#### [Problem to work on]
Repeat the lines of the data exactly and exclude any picture among them.

Records provided section start

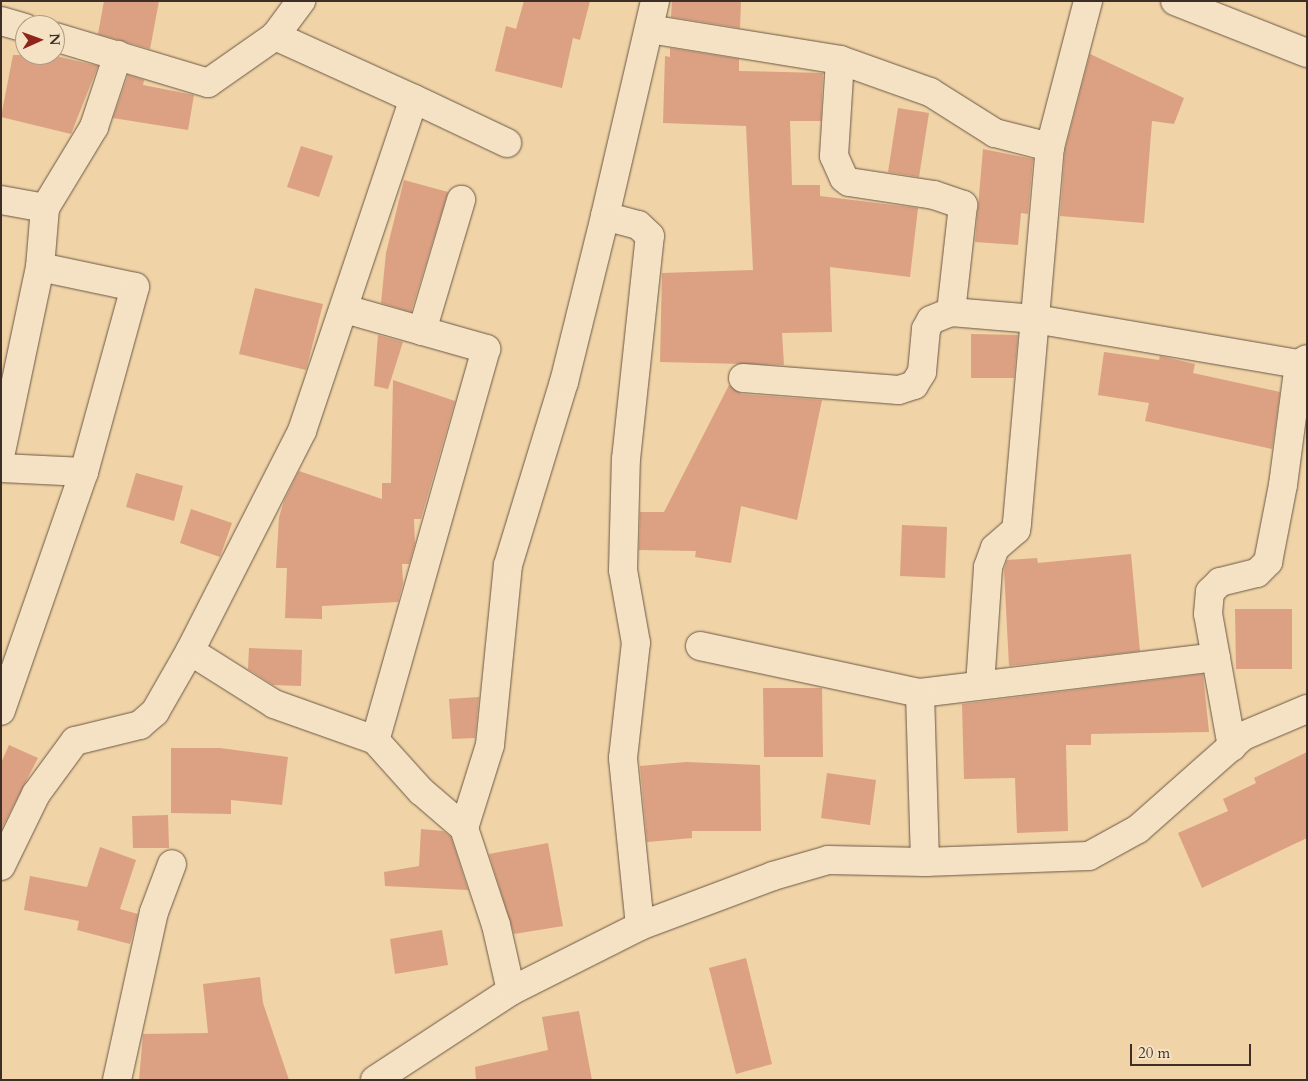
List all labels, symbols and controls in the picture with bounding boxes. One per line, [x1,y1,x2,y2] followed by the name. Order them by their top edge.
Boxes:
[15,15,65,65] north arrow
[45,33,64,46] text: N
[1133,1034,1254,1066] scale bar
[1138,1043,1170,1063] text: 20 m

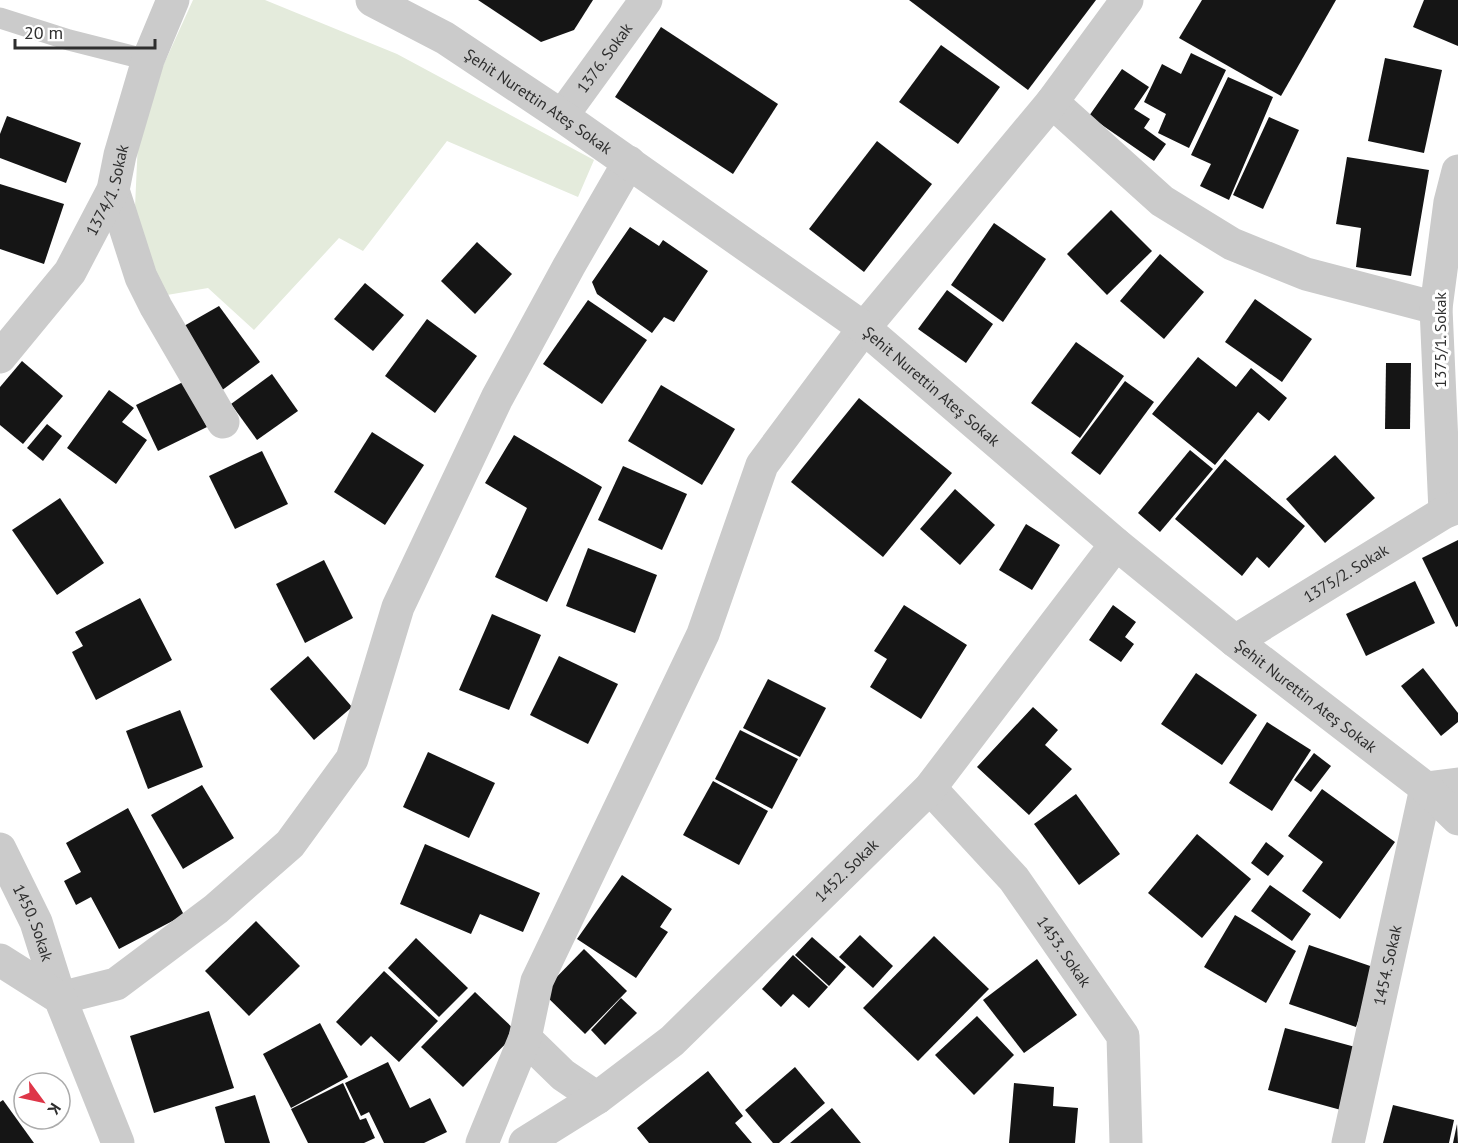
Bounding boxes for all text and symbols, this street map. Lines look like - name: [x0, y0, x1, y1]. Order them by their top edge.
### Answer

Records provided section end

#### [Output of the task]
List all labels, symbols and controls in the picture with bounding boxes. One per line, [x1,y1,x2,y2] followed by the name. Order them by their top edge.
Boxes:
[15,15,65,65] north arrow
[45,33,64,46] text: N
[1133,1034,1254,1066] scale bar
[1138,1043,1170,1063] text: 20 m

Bounding boxes for all text and symbols, this street map. Lines look like - name: [x0, y0, x1, y1]. Order them by their top edge.
### Answer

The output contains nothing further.